Lorraine Hansberry’s last play, edited after her premature death, is a coruscating piece, its rage focused on colonialism in Africa. The National Theatre’s 2016 production was directed by Yaël Farber and used the full resources of the Olivier stage to transmit its full force.
An old-fashioned mission hospital in an unnamed British colony seems at first like the quaint remnants of a fast-vanishing time, with its charismatic leader The Reverend, never seen on stage, and his elderly wife Madame Neilsen, played by Siân Phillips surrounded by long-serving doctors and native servants.
When Tsehembe Matoseh (Danny Sapani) returns from his new life in London to attend his father’s funeral, it quickly becomes clear that what seems benign is evil, and that the colonial presence has destroyed all in its path.
Farber, with her designer Soutra Gilmour, creates an enthralling drama.
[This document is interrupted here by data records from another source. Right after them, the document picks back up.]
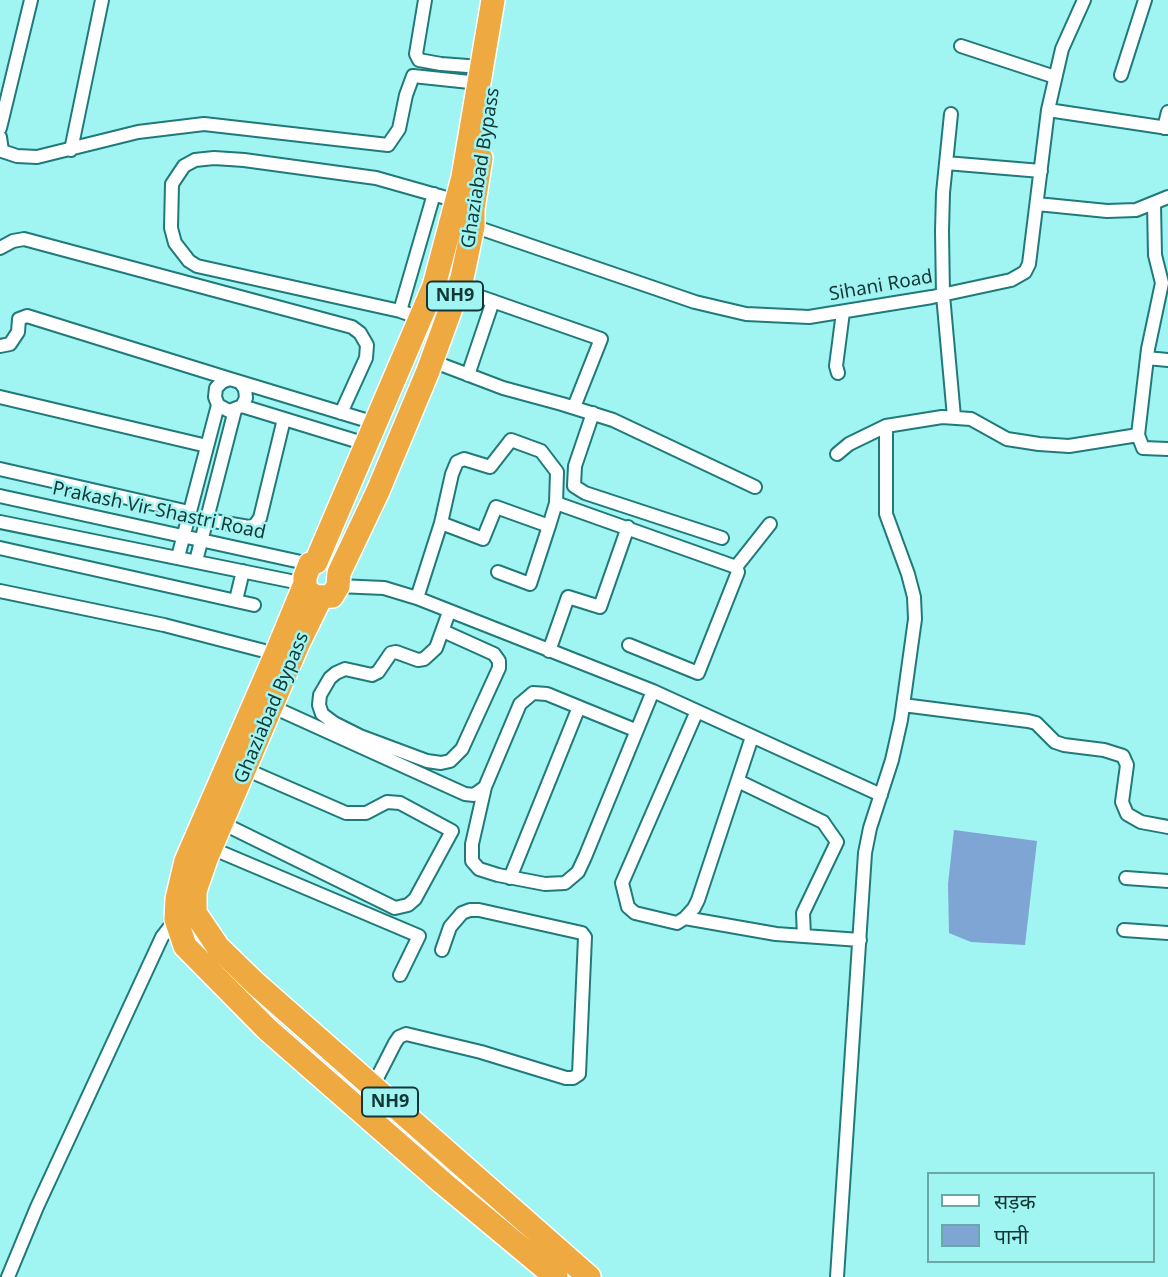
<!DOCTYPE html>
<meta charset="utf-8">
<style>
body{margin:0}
#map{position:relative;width:1168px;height:1277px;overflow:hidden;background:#a0f4f2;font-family:"Noto Sans","Noto Sans Devanagari",sans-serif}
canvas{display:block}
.legend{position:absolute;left:927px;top:1172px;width:228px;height:91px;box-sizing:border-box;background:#a0f4f2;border:2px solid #68a8a7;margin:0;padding:9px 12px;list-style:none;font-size:21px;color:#133736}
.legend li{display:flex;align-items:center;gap:14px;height:35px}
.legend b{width:35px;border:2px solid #68a8a7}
</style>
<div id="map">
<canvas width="1168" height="1277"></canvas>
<ul class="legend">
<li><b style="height:9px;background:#fff"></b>सड़क</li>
<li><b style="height:19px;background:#7fa5d4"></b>पानी</li>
</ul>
</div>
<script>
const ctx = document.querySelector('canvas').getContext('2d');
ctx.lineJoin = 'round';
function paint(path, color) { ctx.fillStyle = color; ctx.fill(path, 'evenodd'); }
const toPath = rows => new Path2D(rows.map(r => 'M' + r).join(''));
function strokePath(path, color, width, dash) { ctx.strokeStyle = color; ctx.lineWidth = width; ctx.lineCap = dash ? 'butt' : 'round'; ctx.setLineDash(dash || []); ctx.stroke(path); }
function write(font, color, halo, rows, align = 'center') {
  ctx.font = font + ' "Noto Sans",sans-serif'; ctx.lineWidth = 5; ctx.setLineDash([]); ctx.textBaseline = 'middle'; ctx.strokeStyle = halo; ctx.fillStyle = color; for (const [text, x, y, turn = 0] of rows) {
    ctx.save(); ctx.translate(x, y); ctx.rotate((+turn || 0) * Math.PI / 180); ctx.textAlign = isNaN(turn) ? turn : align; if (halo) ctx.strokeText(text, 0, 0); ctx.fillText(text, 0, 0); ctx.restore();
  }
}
const water = toPath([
 [954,830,1037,841,1025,945,971,942,949,933,948,884]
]);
const street = toPath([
 [425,0,416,54,419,60,441,64,481,67],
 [961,46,1055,77],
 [1121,75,1145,0],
 [1048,110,1168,128],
 [951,114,943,193,942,231,943,295,954,417],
 [0,128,31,0],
 [1164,128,1168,112],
 [0,137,2,151,17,156,37,157,138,132,204,124,388,145,399,129,406,95,413,76,479,83],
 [71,150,102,0],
 [946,163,1041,171],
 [1037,204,1107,211,1136,210,1168,197],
 [1154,204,1155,255,1162,283,1148,349,1138,435,1143,448,1168,449],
 [473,226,695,302,746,314,809,317,932,297,1011,280,1025,272,1029,264,1048,110,1062,49,1084,0],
 [0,248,13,241,24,239,352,327,360,333,367,345,366,358,341,413],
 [458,289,601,339,574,407],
 [400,311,434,194],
 [420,318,400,311,197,266,189,261,175,243,171,228,172,184,184,166,195,160,214,158,244,160,376,178,457,201],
 [0,346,10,344,18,332,19,319,27,316,230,379],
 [1147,358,1168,360],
 [432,361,503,388,562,404,613,420,755,487],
 [838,373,836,366,843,312],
 [468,375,493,301],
 [240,382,375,423],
 [0,397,207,446],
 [242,406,366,444],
 [593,413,575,466,574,486,585,493,722,538],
 [837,454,849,444,886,426,942,417,971,419,1007,439,1039,444,1069,446,1138,435],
 [0,469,189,512],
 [0,496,310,564],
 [208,520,249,527,255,525,260,518,284,419],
 [0,522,305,584],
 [441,523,483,539,496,507,549,526,556,503],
 [0,548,254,605],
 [178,557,218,405,215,397,216,388,222,382,230,379,240,382,245,389,246,398,242,406,229,411,218,405],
 [196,561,235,410],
 [736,567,770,524],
 [498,572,530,584,549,526],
 [338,586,384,588,417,598,653,691,881,795],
 [0,591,164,625,276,654],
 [417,598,441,523,452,474,457,462,464,459,490,467,511,440,541,451,557,472,556,503,736,567,738,572,698,673,629,645],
 [236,600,243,571],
 [443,631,494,654,499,661,499,668,462,749,450,761,441,763,427,761,360,736,334,723,322,714,319,705,320,695,330,678,336,673,345,669,372,675,378,672,391,653,396,652,418,660,424,659,436,648,449,612],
 [549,651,568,597,600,607,628,527],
 [903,705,1028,721,1036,723,1055,742,1064,745,1104,750,1123,756,1127,765,1122,802,1127,814,1141,822,1168,827],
 [273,707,465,794,474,795,485,787,520,704,533,693,547,694,635,730],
 [697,711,622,883,628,907,635,913,677,923,685,918,694,908,698,900,752,737],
 [738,781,823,822,837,842,803,913,804,936],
 [485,787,472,844,472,861,479,869,498,875,545,884,565,883,578,872,585,857,653,691],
 [222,823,395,908,408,905,415,899,452,831,400,803,387,802,366,813,346,813,245,769],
 [211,848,419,936,400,975],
 [510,878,579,707],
 [1126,878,1168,881],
 [685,918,776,934,860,940],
 [1124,930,1168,933],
 [373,1086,395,1043,399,1037,406,1034,481,1052,566,1078,573,1078,579,1074,585,937,582,933,479,910,470,910,462,913,450,927,442,950],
 [8,1277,37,1207,162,937,176,919],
 [837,1277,865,853,870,828,892,760,901,720,915,619,914,597,908,574,886,514,886,426]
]);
const highway = toPath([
 [493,0,463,177,434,286,316,562,310,564,305,577,305,584,276,654,186,861,177,899,176,919,185,946,267,1029,443,1183,556,1277],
 [309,592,313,596,321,597,332,596,338,586,339,573,378,491,428,371,462,278,473,226,473,209,481,158],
 [321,597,298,644,206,859,195,891,195,913,218,947,255,983,589,1277]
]);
const shields = [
 [455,296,56],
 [390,1102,56]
];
const shieldNames = [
 ["NH9",455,296],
 ["NH9",390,1102]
];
const streetNames = [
 ["Ghaziabad Bypass",481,168,-81],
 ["Sihani Road",881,286,-10],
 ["Prakash Vir Shastri Road",159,511,12],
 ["Ghaziabad Bypass",272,708,-67]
];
paint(water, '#7fa5d4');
strokePath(street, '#207a7a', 16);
strokePath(highway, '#fff', 26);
strokePath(street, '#fff', 12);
strokePath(highway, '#eeaa41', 23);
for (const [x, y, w] of shields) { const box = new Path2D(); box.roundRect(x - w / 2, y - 14.5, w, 29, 5); ctx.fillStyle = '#a0f4f2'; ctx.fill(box); strokePath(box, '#133736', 2); }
write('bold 18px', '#133736', null, shieldNames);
write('19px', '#133736', '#a0f4f2', streetNames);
</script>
We only ever see the mission hut on stage, but the life and, soon menace that surrounds it on all sides feels like a constant presence. People dance and sign Xhosa songs around the edge of the compound, dragging fire barrels as though pulling the earth itself around. A silent female figure (Sheila Atim) shadows Matoseh’s path.
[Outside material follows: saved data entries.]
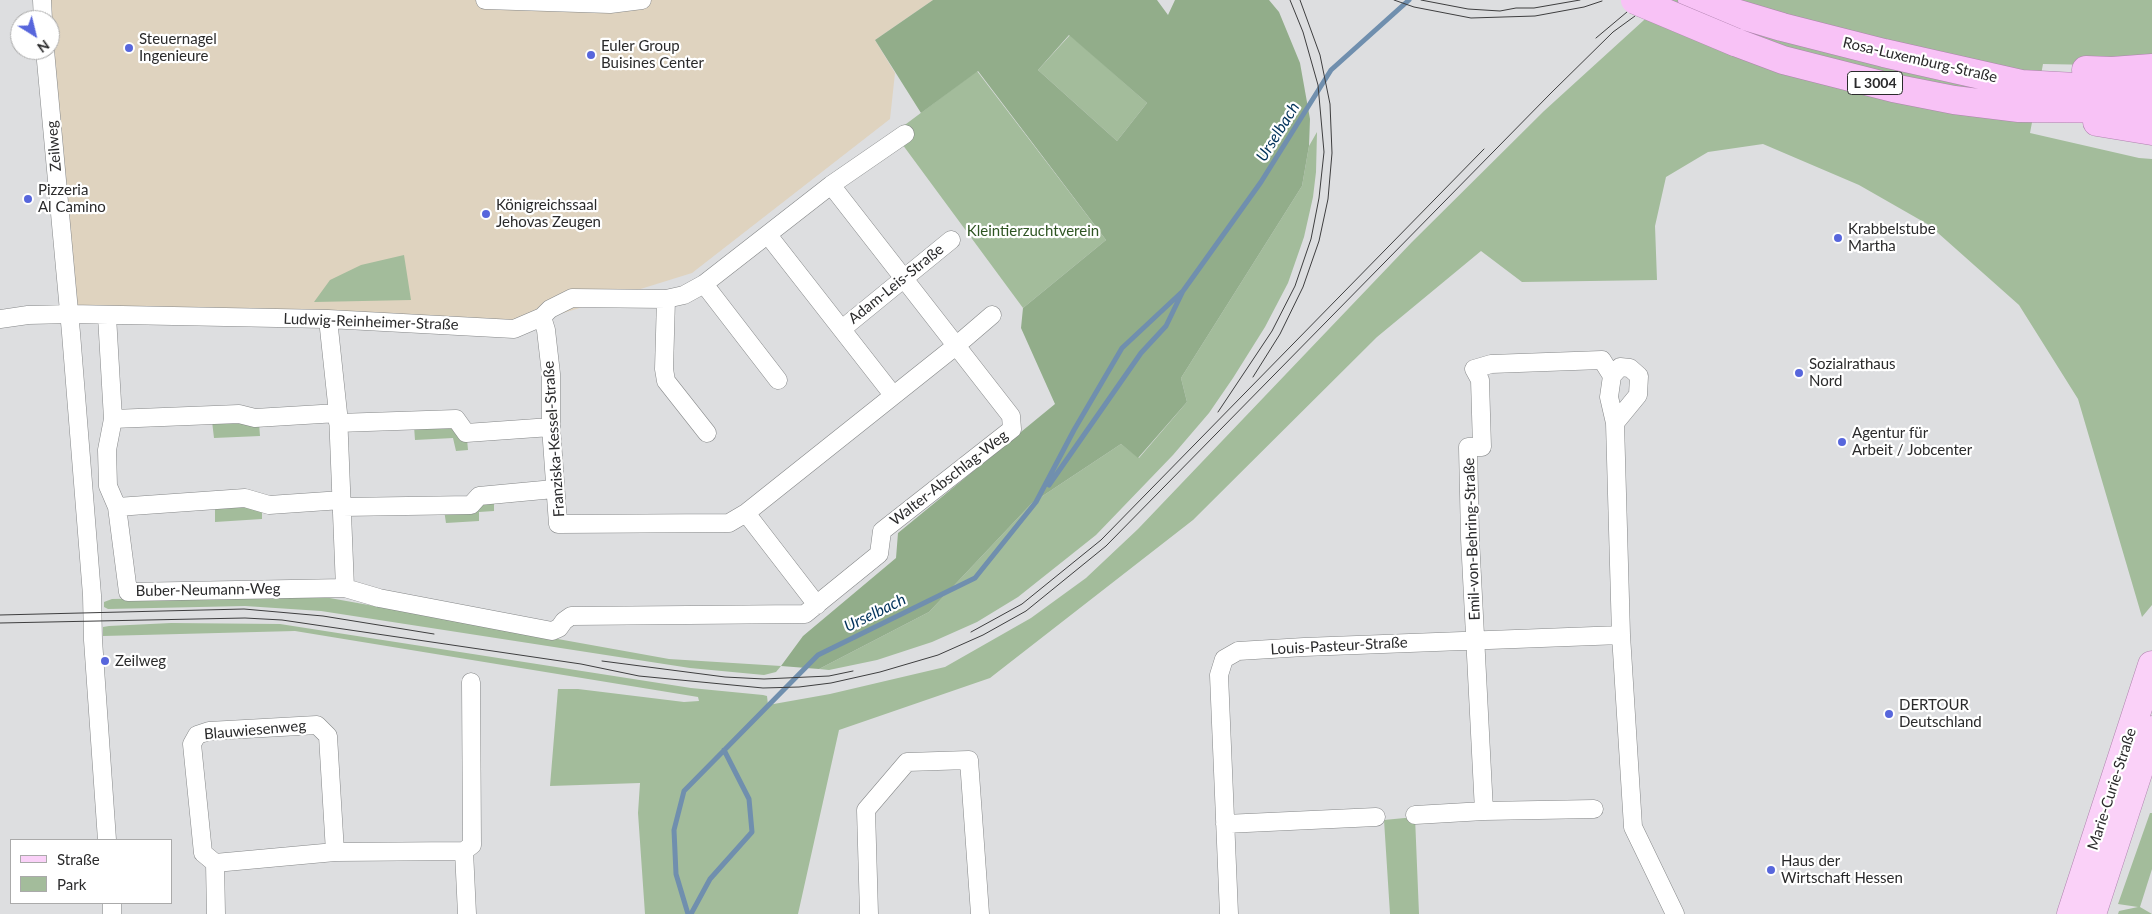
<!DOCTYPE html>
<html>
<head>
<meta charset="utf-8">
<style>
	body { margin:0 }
	#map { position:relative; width:2152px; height:914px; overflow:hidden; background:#dddee0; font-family:Lato,sans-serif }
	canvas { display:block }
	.legend { position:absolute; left:10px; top:839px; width:162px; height:65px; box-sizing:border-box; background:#fff; border:1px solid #aaa; margin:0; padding:6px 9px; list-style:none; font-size:15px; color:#2a2a2b }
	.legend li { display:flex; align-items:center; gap:10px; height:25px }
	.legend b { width:25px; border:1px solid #aaa }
	.north { position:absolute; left:10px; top:10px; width:50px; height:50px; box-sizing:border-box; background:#fff; border:1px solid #aaa; border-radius:50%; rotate:144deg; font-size:14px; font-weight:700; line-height:20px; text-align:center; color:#2a2a2b }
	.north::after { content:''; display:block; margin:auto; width:18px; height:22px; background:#5766dc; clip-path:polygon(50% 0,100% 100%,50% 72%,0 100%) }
</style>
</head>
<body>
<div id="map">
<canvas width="2152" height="914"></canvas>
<ul class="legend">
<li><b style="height:6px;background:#fad1f8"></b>Straße</li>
<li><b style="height:14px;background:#a3bc9b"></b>Park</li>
</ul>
<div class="north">N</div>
</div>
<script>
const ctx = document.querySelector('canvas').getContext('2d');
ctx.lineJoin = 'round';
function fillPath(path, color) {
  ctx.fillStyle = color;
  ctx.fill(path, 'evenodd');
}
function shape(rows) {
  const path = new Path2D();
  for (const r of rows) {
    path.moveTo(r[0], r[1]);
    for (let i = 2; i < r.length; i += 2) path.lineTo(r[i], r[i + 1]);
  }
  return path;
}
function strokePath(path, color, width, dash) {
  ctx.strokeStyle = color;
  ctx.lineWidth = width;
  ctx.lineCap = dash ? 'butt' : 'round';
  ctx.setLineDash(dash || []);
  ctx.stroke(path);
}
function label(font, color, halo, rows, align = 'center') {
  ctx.font = font + ' Lato,sans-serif';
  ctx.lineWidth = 4.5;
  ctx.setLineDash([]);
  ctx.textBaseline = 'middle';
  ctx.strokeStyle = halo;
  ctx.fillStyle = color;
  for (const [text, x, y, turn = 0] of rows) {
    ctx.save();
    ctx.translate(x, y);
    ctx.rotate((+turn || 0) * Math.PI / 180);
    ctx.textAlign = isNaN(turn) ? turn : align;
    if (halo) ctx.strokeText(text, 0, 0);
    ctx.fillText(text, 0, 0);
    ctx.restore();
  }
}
fillPath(shape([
	[44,0,933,0,875,40,895,73,890,119,692,273,515,328,71,306,50,50,50,20]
]), '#dfd3bf');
fillPath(shape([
	[1666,0,2152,0,2152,55,2098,65,2043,64,2030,133,2139,158,2152,159,2152,605,2142,617,2078,399,2019,305,1929,225,1859,185,1763,144,1708,152,1666,177,1655,226,1657,280,1522,282,1481,251,1377,337,1193,520,990,678,839,730,798,914,645,914,638,813,640,783,550,786,558,689,578,689,684,702,699,701,698,697,295,631,103,636,103,627,109,626,171,623,280,624,691,688,763,695,767,696,768,705,830,694,945,667,1031,618,1086,578,1138,529,1412,242,1544,111],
	[1070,35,1147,103,1117,141,1038,70],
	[977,71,1106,240,1023,308,894,133],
	[1317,132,1316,172,1313,197,1304,237,1288,283,1265,327,1233,378,1209,413,1173,455,1096,535,1018,597,977,622,932,642,877,660,829,670,819,669,929,612,1032,503,1121,444,1139,458,1187,402,1181,378,1302,186,1309,146],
	[404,255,411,300,314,302,330,280,361,265],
	[212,421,259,423,260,436,214,438],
	[456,422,467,439,468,450,456,451,453,438,415,440,414,426],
	[494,500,494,511,479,512,479,521,446,523,444,510],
	[248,503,262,510,262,519,215,522,215,507],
	[313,595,669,659,781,666,776,672,764,675,690,668,321,611,245,606,108,609,104,607,104,602,112,599],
	[2150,813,2152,813,2152,869,2140,907,2152,914,2118,914,2119,911,2138,907,2118,904],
	[1415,817,1419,914,1390,914,1384,820]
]), '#a3bc9b');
fillPath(shape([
	[933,0,1157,0,1168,15,1175,0,1269,0,1279,12,1300,63,1310,119,1309,146,1302,186,1181,378,1187,402,1138,458,1121,444,1032,503,929,612,819,669,781,666,803,636,896,558,898,533,1055,404,1021,328,1023,308,1106,240,978,71,921,113,875,40],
	[1069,35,1147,103,1117,141,1038,70]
]), '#92ad8a');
strokePath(shape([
	[1049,485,1141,353,1166,326,1182,293],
	[688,914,676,874,674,830,684,791,818,655,975,578,1036,502,1074,430,1122,348,1183,291,1261,182,1331,70,1409,0],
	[691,914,710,879,752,832,749,799,724,750]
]), '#708fae', 5);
const minor = shape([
	[42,0,43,20],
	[485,0,610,4,642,0],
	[45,50,71,333,92,595,93,640,107,840],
	[768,235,893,395],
	[704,284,778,380],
	[666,299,664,369,666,381,707,433],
	[107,316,113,419,107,450,108,486,117,507,128,592,345,588,379,598,552,631,559,628,564,621,571,616,805,614,879,554,882,531,1012,429,1011,416,831,185],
	[542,317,546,330,551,374,551,427,558,524,729,523,746,513,957,345,992,315],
	[0,319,28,315,70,314,328,319,514,329,542,317,550,309,572,298,666,299,684,295,704,284,831,185,905,134],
	[328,319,338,413,345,588],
	[842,329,951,240],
	[113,419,239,414,255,418,338,413],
	[338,423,456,419,466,433,551,427],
	[1615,423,1638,395,1639,376,1630,368,1620,367,1612,376,1609,397,1615,423,1621,635,1633,827,1675,914],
	[117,507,245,498,269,505,342,500],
	[343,507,471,505,479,496,554,489],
	[746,513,817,605],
	[1484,811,1470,538,1468,447,1482,447,1480,380,1474,369,1491,364,1602,360,1612,376],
	[1415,815,1484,811,1594,809],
	[1225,824,1376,817],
	[215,863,335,852,464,851],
	[112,903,112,914],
	[216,914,215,863,203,853,192,744,197,735,209,731,317,725,328,736,335,852],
	[467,914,464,851,472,845,471,682],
	[869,914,866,810,907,762,969,760,980,914],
	[1229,914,1219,675,1224,659,1238,651,1304,647,1621,635]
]);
const primary = shape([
	[2071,914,2152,665],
	[2092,914,2152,730]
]);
const trunk = shape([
	[1692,0,1782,27,1884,53,2021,84,2132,90,2152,90],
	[1735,42,1783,60,1893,88,1954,100,2019,108,2152,109],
	[2086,70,2112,71,2152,68],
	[2097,122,2152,131]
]);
strokePath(minor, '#858788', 19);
strokePath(primary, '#af83ae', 29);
strokePath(trunk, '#af83ae', 29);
strokePath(minor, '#fff', 18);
strokePath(primary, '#fad1f8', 28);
strokePath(trunk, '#f8c2f6', 28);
strokePath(shape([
	[1394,0,1414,7,1471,18,1535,16,1584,7,1602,1],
	[1421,0,1468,9,1500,11,1516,8,1534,8,1580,0],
	[1596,38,1627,12],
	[1253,377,1280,334,1303,287,1319,241,1328,199,1332,153,1330,104,1320,55,1300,0],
	[1218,412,1272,331,1295,286,1311,239,1319,198,1324,152,1318,85,1303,32,1290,0],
	[0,615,244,609,323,616,434,634],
	[0,623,245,618,282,620,581,664,639,676,763,688,799,687,831,683,880,672,938,655,983,635,1026,611,1106,546,1551,93,1613,32,1635,16],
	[971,632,1022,604,1101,540,1484,149],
	[602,661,725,677,764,679,829,676,853,671]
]), '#3e3e3f', 1);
const trunkBridge = shape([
	[1635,0,1735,42]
]);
strokePath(trunkBridge, '#af83ae', 29, []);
strokePath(trunkBridge, '#f8c2f6', 28);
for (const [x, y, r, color] of [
	[129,48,5,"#5766dc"],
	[591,55,5,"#5766dc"],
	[28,199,5,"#5766dc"],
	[486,214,5,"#5766dc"],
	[1838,238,5,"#5766dc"],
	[1799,373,5,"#5766dc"],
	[1842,442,5,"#5766dc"],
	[105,661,5,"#5766dc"],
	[1889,714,5,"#5766dc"],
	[1771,870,5,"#5766dc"]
]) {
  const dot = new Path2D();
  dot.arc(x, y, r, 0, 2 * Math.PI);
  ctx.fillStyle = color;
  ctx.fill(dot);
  strokePath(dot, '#fff', 2);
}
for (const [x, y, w] of [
	[1875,83,55]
]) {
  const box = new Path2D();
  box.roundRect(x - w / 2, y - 11.5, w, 23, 4);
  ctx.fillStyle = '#fff';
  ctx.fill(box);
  strokePath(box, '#2a2a2b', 1);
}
label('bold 14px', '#2a2a2b', null, [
	["L 3004",1875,83]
]);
label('15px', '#2a2a2b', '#fff', [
	["Steuernagel",139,39],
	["Ingenieure",139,56],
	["Euler Group",601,46],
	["Buisines Center",601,63],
	["Pizzeria",38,190],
	["Al Camino",38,207],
	["Königreichssaal",496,205],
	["Jehovas Zeugen",496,222],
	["Krabbelstube",1848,229],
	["Martha",1848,246],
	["Sozialrathaus",1809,364],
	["Nord",1809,381],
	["Agentur für",1852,433],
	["Arbeit / Jobcenter",1852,450],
	["Zeilweg",115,661],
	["DERTOUR",1899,705],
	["Deutschland",1899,722],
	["Haus der",1781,861],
	["Wirtschaft Hessen",1781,878]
], 'left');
label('15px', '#2a2a2b', '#fff', [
	["Rosa-Luxemburg-Straße",1920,60,13],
	["Zeilweg",54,146,-95],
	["Adam-Leis-Straße",896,284,-39],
	["Ludwig-Reinheimer-Straße",371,322,2],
	["Franziska-Kessel-Straße",554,439,-94],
	["Walter-Abschlag-Weg",949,478,-38],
	["Emil-von-Behring-Straße",1472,539,-92],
	["Buber-Neumann-Weg",208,590,-1],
	["Louis-Pasteur-Straße",1339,646,-3],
	["Blauwiesenweg",255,730,-5],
	["Marie-Curie-Straße",2112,789,-72]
]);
label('15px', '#2f5523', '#fff', [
	["Kleintierzuchtverein",1033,231]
]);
label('italic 16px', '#00325a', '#fff', [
	["Urselbach",1278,132,-58],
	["Urselbach",875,613,-26]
]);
</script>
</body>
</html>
The multiple perspectives of colonialism are delivered through a host of powerful performances: the military enforcer (Clive Francis), the naive, liberal journalist (Elliot Cowan), the deeply disillusioned doctor (James Fleet), the single-minded missionary (Anna Madeley), the seat-at-the-table local (Gary Beadle) and the troubled offspring of a forbidden union (Tunji Kasim).
The stand-out performances are from Phillips, whose unexpected connections to people and events make her harder and harder to classify, and Sapani. The latter boils over with rage at the deceit and exploitation visited on his people, and his inability to escape what others have done. Les Blancs is a remarkable play, not only for its time (the 1960s), but for how little impression Hansberry’s dismantling of colonial pretence has made on the wider story of the era. Unfortunately, the play feels just as necessary now as it was then.